OBJECTIVE To characterize the traits of low vision patients who seek outpatient low vision rehabilitation (LVR) services in the United States. METHODS In a prospective observational study, we enrolled 764 new low vision patients seeking outpatient LVR services from 28 clinical centers in the United States. Before their initial appointment, multiple questionnaires assessing daily living and vision, physical, psychological, and cognitive health states were administered by telephone. Baseline clinical visual impairment measures and disorder diagnoses were recorded. RESULTS Patients had a median age of 77 years, were primarily female (66%), and had macular disease (55%), most of which was nonneovascular age-related macular degeneration. More than one-third of the patients (37%) had mild vision impairment with habitual visual acuity (VA) of 20/60 or greater. The VA correlated well with contrast sensitivity (r = -0.52) but poorly with self-reported vision quality. The intake survey revealed self-reported physical health limitations, including decreased endurance (68%) and mobility problems (52%). Many patients reported increased levels of frustration (42%) and depressed mood (22%); memory and cognitive impairment (11%) were less frequently endorsed.
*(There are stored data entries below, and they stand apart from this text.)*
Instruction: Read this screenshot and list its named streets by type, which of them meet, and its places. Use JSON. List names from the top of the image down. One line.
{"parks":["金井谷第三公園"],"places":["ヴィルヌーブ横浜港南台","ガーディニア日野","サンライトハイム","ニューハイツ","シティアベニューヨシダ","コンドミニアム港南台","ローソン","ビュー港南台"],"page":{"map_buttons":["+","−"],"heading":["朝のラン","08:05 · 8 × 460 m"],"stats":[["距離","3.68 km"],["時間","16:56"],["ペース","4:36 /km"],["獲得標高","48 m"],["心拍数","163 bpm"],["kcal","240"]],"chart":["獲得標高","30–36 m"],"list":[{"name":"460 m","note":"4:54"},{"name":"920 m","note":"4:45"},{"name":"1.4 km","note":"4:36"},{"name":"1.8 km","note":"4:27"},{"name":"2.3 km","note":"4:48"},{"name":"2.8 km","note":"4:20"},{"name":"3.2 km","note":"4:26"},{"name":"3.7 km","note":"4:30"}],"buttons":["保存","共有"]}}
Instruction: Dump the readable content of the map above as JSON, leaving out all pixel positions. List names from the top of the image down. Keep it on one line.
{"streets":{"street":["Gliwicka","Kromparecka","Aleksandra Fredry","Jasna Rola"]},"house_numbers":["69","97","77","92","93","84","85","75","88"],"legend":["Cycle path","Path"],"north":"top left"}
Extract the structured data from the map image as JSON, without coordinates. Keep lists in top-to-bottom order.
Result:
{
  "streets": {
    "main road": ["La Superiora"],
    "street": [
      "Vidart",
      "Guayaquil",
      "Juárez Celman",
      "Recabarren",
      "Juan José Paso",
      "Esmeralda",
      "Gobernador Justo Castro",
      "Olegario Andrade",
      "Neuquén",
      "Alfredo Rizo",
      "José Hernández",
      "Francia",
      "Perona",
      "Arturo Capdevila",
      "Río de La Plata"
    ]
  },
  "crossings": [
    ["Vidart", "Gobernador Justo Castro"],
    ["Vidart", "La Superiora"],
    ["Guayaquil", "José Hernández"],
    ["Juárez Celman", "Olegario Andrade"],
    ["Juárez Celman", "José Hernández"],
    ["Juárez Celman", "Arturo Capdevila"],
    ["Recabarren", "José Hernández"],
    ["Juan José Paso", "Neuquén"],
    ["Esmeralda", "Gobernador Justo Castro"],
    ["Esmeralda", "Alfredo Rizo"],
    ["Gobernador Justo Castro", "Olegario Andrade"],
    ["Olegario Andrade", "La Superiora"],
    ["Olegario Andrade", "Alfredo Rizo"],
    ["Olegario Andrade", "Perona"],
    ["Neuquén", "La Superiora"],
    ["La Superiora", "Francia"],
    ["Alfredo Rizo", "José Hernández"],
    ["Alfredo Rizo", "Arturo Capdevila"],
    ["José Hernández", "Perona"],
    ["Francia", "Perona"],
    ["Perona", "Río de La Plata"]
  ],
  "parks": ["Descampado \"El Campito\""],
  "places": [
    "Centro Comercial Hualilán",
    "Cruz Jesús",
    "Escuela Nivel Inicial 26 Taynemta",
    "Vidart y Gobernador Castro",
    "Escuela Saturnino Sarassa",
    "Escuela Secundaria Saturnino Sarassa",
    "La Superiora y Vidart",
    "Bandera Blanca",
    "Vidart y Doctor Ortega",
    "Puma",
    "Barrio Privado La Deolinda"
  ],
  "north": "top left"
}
Patients relied on others for daily living support (87%), but many (31%) still drove. CONCLUSIONS Most patients seeking LVR are geriatric and have macular disease with relatively preserved VA. The disparity between VA and subjective quality of vision suggests that LVR referrals are based on symptoms rather than on VA alone. Patients seen for LVR services have significant physical, psychological, and cognitive disorders that can amplify vision disabilities and decrease rehabilitation potential.